Unter den Grabbeigaben des Sensationsfundes, des „Fürsten von Beckum“, findet sich eine besondere Waffe, ein sogenanntes Ringschwert. Auf den ersten Blick bemerkt der Betrachter ihn kaum, den angehängten Ring am Schwertknauf; oder besser gesagt die zwei Ringe, da einer, mit dem Knauf verschweißt, als Halterung für den eingehängten zweiten Ring fungiert. Doch Schwerter, die dieses eigenartige Merkmal aufweisen, sind rar, und somit scheint diesen Ringen eine bestimmte Bedeutung zuzufallen. Was verrät dieses Schwert uns über seinen Träger? Weist es ihn als besonders ausgezeichneten Kämpfer aus, oder war er womöglich Mitglied einer verschworenen Gemeinschaft, die dieses Symbol trug?
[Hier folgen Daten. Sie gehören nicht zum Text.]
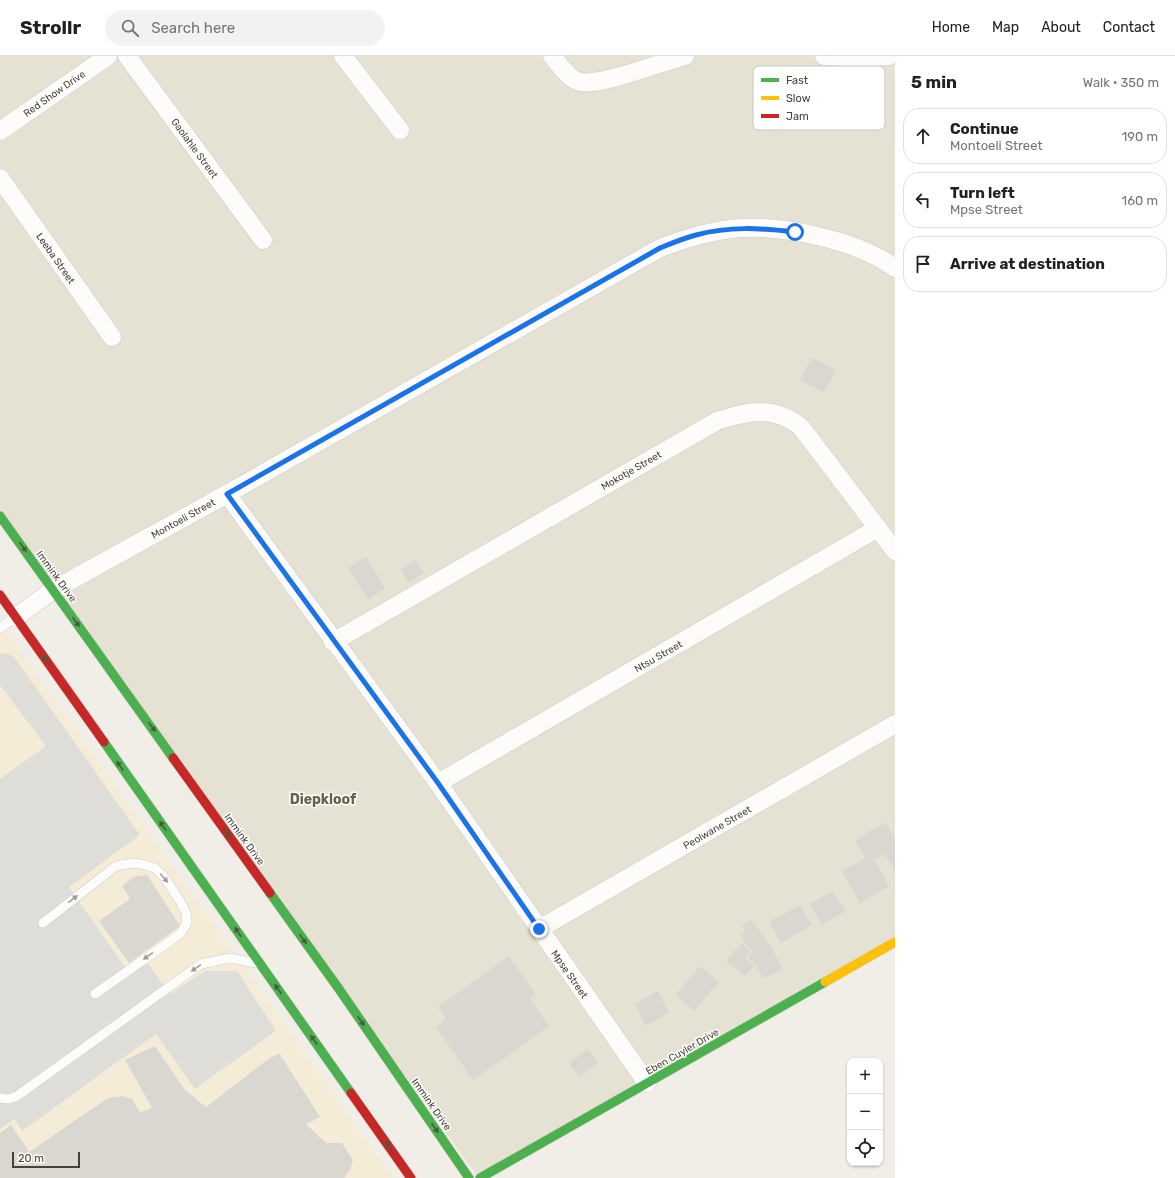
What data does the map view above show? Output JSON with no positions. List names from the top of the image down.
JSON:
{
  "streets": {
    "main road": ["Immink Drive", "Eben Cuyler Drive"],
    "street": [
      "Red Show Drive",
      "Gaolahle Street",
      "Leeba Street",
      "Mokotje Street",
      "Montoeli Street",
      "Ntsu Street",
      "Peolwane Street",
      "Mpse Street"
    ]
  },
  "crossings": [
    ["Mokotje Street", "Ntsu Street"],
    ["Mokotje Street", "Mpse Street"],
    ["Montoeli Street", "Immink Drive"],
    ["Montoeli Street", "Mpse Street"],
    ["Ntsu Street", "Mpse Street"],
    ["Peolwane Street", "Mpse Street"],
    ["Mpse Street", "Eben Cuyler Drive"]
  ],
  "districts": ["Diepkloof"],
  "legend": ["Fast", "Slow", "Jam"],
  "scale_bar": "20 m",
  "page": {
    "header": "Strollr",
    "search": "Search here",
    "nav": [
      "Home",
      "Map",
      "About",
      "Contact"
    ],
    "heading": ["5 min", "Walk · 350 m"],
    "list": [
      ["Continue", "Montoeli Street", "190 m"],
      ["Turn left", "Mpse Street", "160 m"],
      "Arrive at destination"
    ],
    "map_buttons": ["+", "−"],
    "scale": "20 m"
  }
}
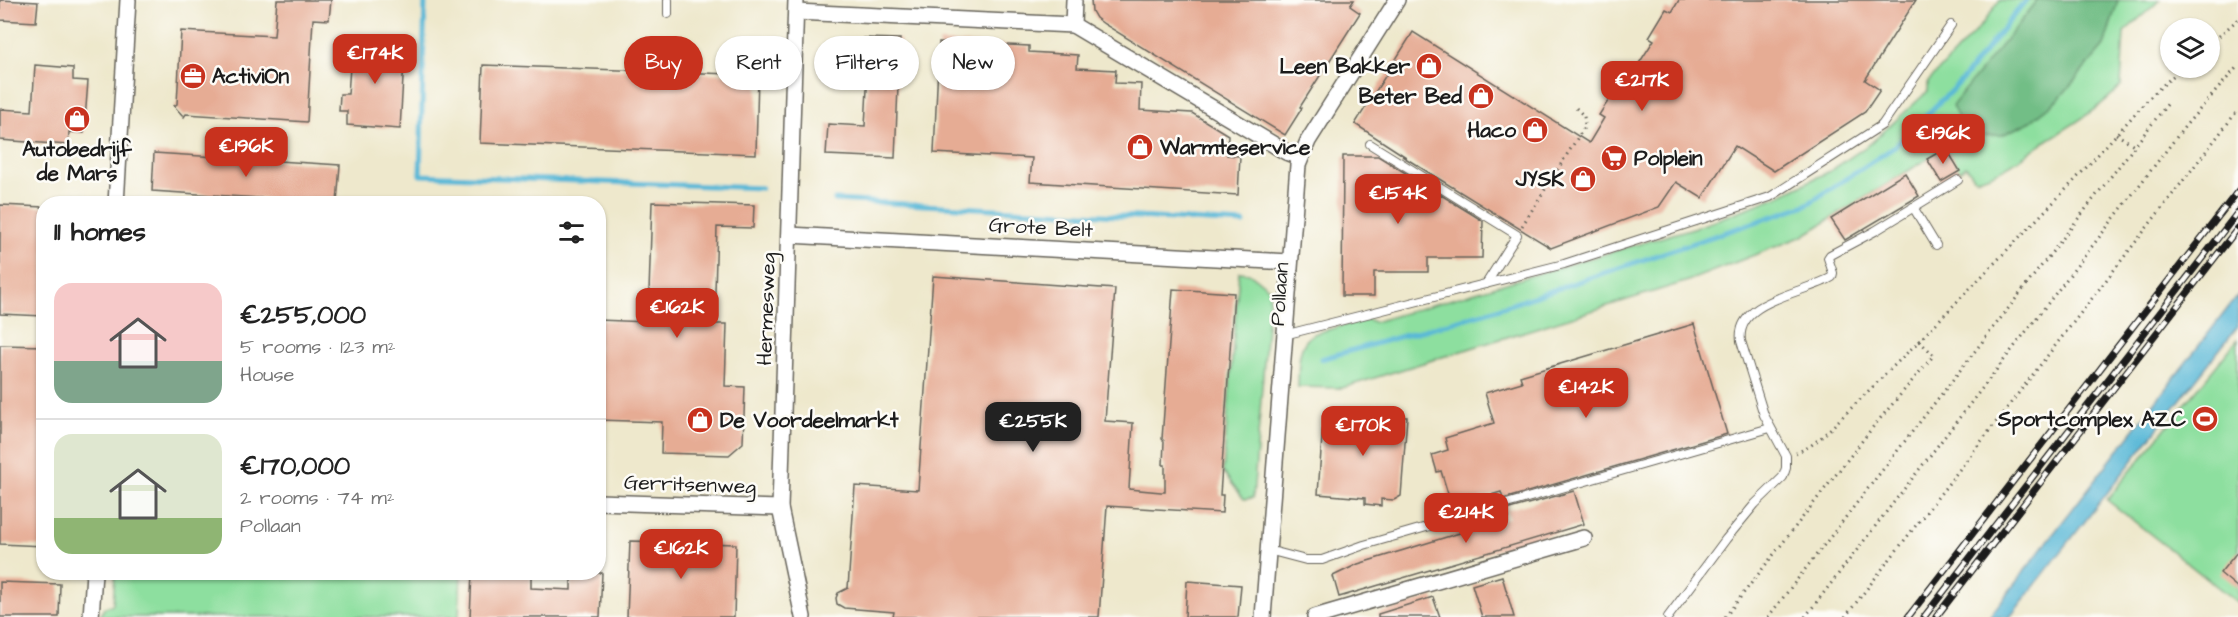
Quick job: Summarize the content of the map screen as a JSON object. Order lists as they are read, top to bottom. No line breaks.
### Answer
{"streets":{"street":["Grote Belt","Pollaan","Hermesweg","Gerritsenweg"]},"crossings":[["Grote Belt","Pollaan"],["Grote Belt","Hermesweg"],["Hermesweg","Gerritsenweg"]],"places":{"shop":["Leen Bakker","Beter Bed","Autobedrijf de Mars","Haco","Warmteservice","JYSK","De Voordeelmarkt"],"office":["ActiviOn"],"supermarket":["Polplein"],"sports":["Sportcomplex AZC"]},"page":{"price":["€174K","€217K","€196K","€196K","€154K","€162K","€142K","€255K","€170K","€214K","€162K"],"chip":["Buy","Rent","Filters","New"],"heading":"11 homes","list":[{"name":"€255,000","note":"5 rooms · 123 m² · House"},{"name":"€170,000","note":"2 rooms · 74 m² · Pollaan"}]}}
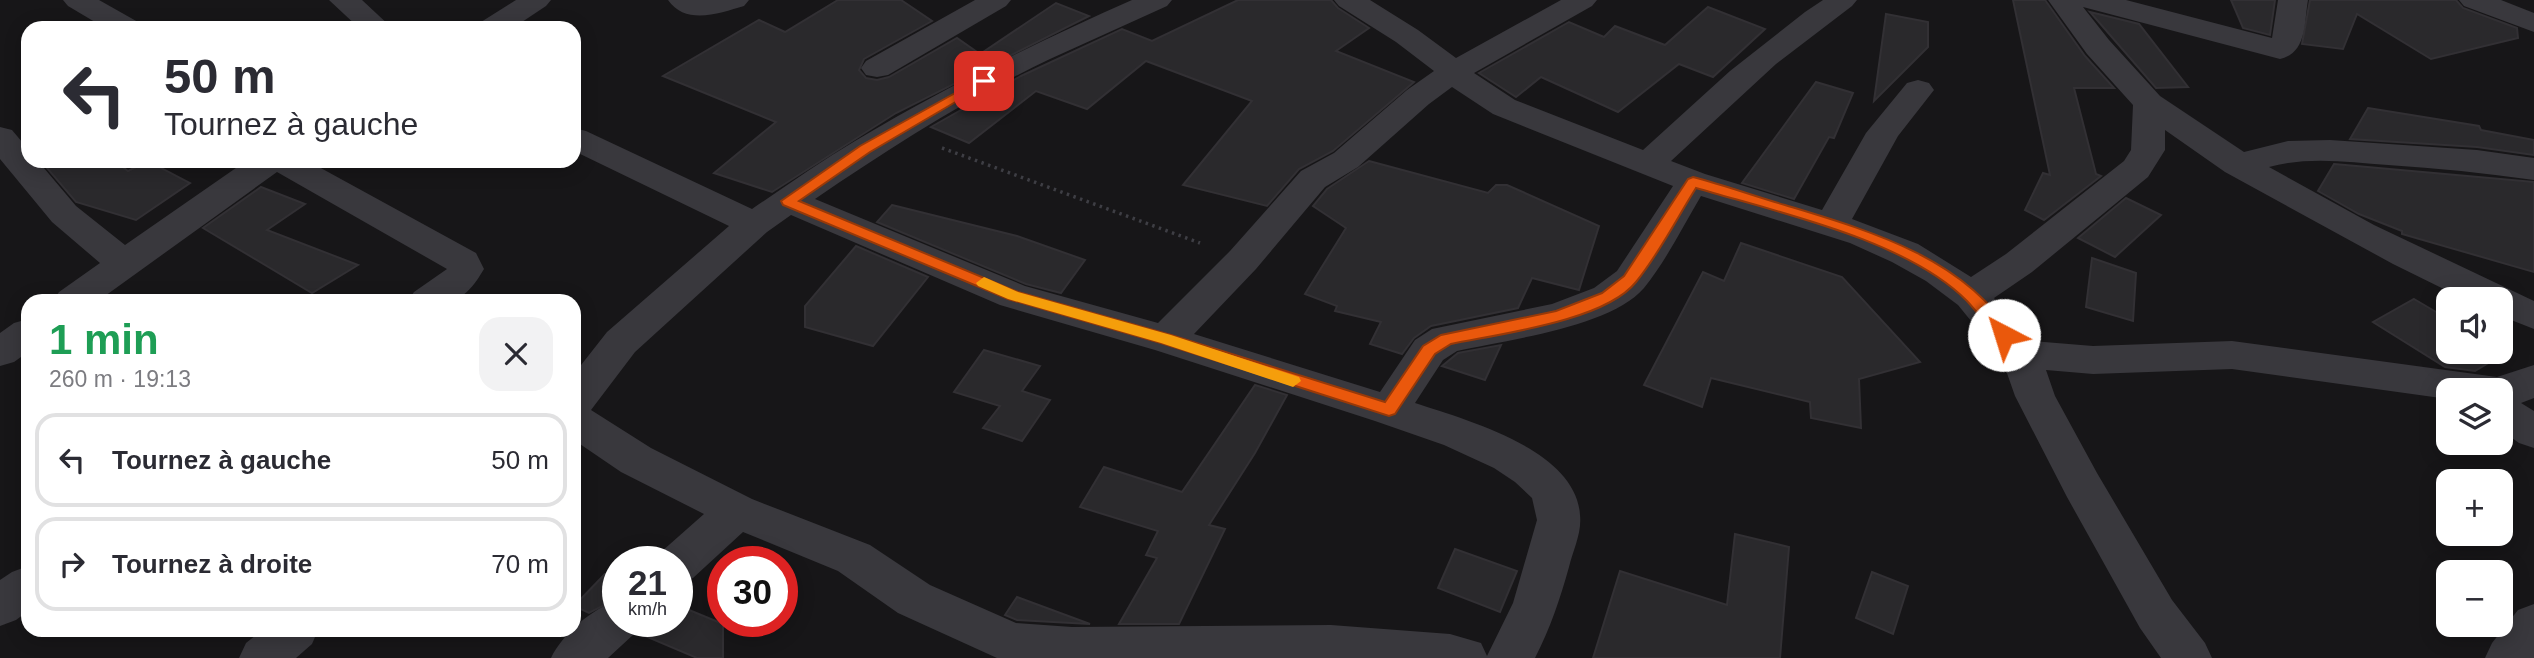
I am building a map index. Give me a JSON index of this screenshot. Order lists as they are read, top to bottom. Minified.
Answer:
{"page":{"turn":["50 m","Tournez à gauche"],"map_buttons":["+","−"],"heading":["1 min","260 m · 19:13"],"list":[{"name":"Tournez à gauche","value":"50 m"},{"name":"Tournez à droite","value":"70 m"}],"speed":"21 km/h","limit":"30"}}
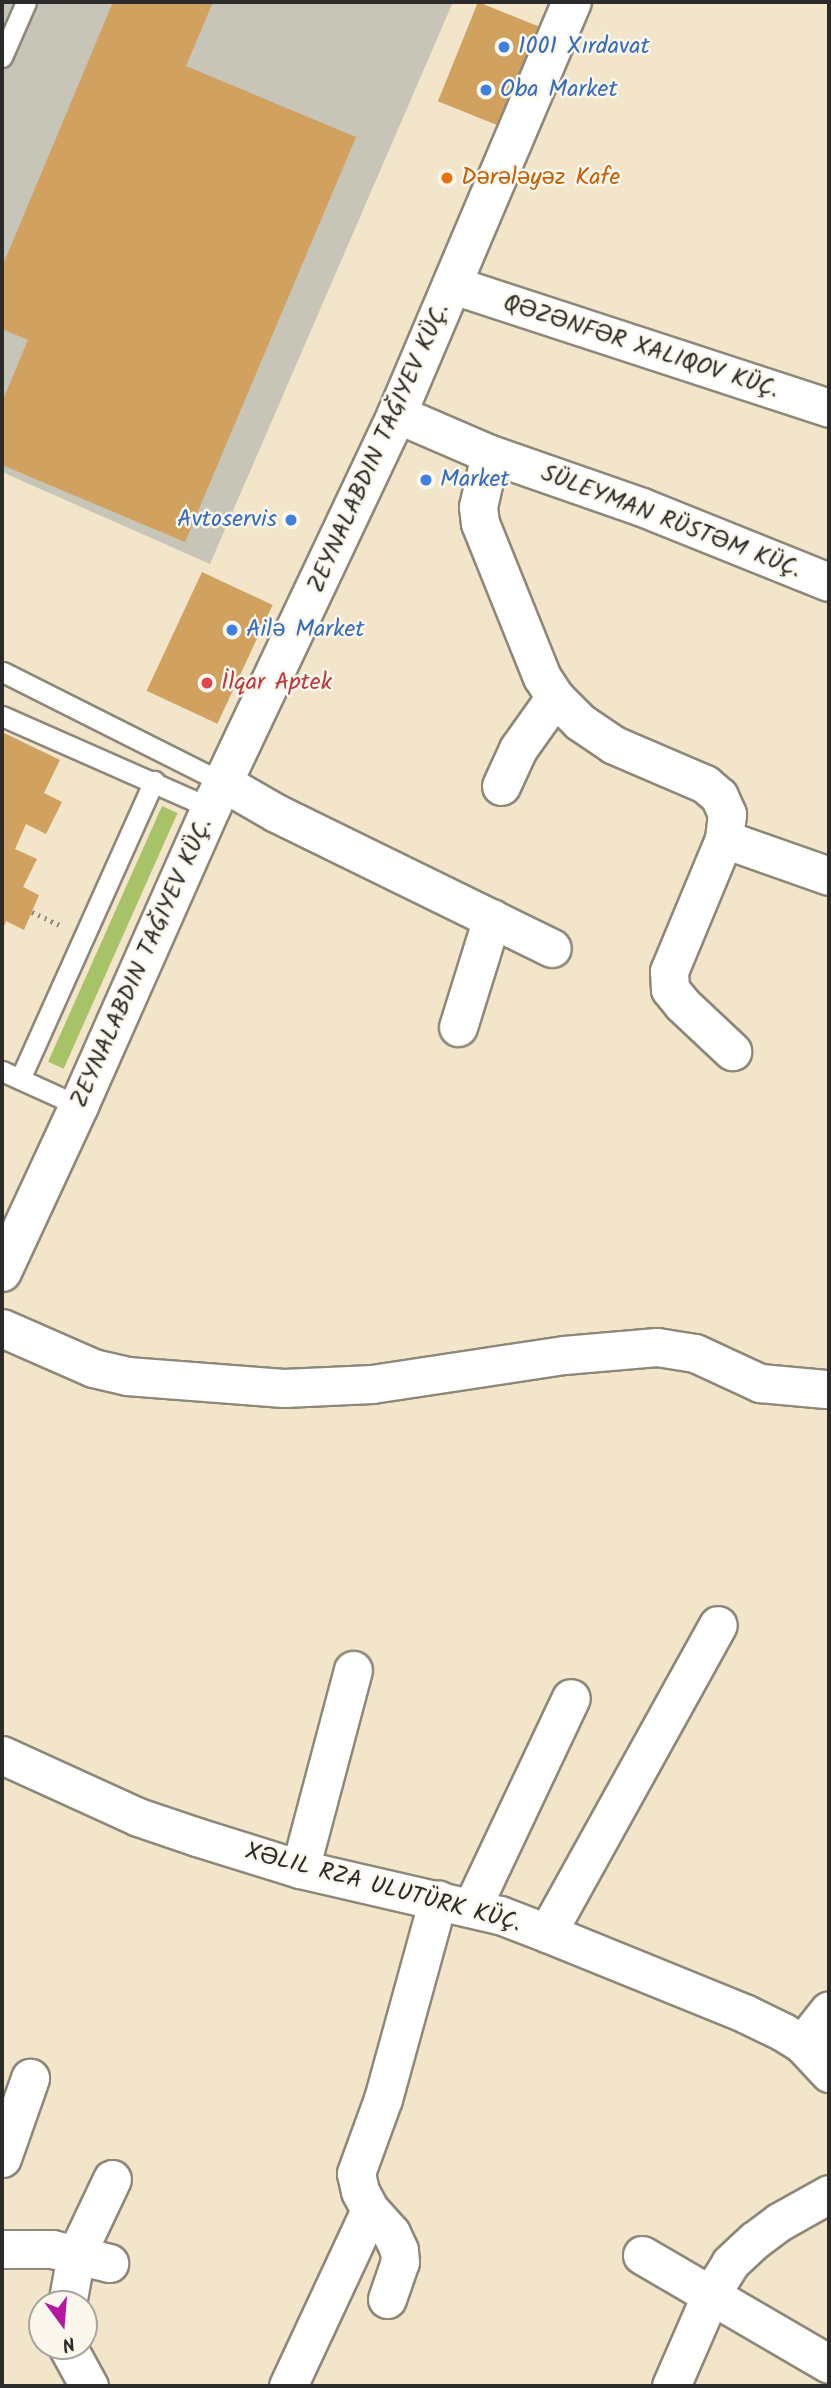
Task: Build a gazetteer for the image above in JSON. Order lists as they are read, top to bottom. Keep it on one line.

Zuerst wollen wir herausfinden, welche Gruppe von Kriegern dieses Accessoire an ihren Schwertern trug, denn die Waffe in unserem Museum ist bei weitem nicht die Einzige ihrer Art.

Beim „Fürsten von Beckum“, dessen Grabbeigaben in der Dauerausstellung des LWL-Museums für Archäologie Herne zu sehen sind, handelt es sich um einen reich bestatteten, circa 1,90 m großen Mann, der zwischen 590 und 610 n.Chr., im Alter von 45 bis 55 Jahren, verstorben ist. Einige Aspekte seiner Bestattungsweise sprechen dafür, dass er kein Christ war. Sein Grab war nach Norden ausgerichtet, wie bei den zu dieser Zeit heidnischen Sachsen üblich. Ebenso enthalten die reichen Grabbeigaben, bestehend aus Waffen und Alltagsgegenständen, keine christliche Symbolik. Allerdings stammt er aus einer Zeit, in der das Christentum hier noch eine neue Religion war und die die Menschen ihre früheren Kulte und Praktiken in gewissen Umfang beibehielten. Neuere Forschungen sehen an unserem „Fürsten“ auch fränkische Einflüsse. Eine Isotopenanalyse des Zahnschmelzes zeigte zudem, dass er aus dem umliegenden, damals fränkischen Gebiet stammte. Daher lassen die Grabbeigaben keinen eindeutigen Schluss auf seine Herkunft zu. Aktuell wird der Befund aber als Grab eines fränkischen, vornehmen Kriegers interpretiert.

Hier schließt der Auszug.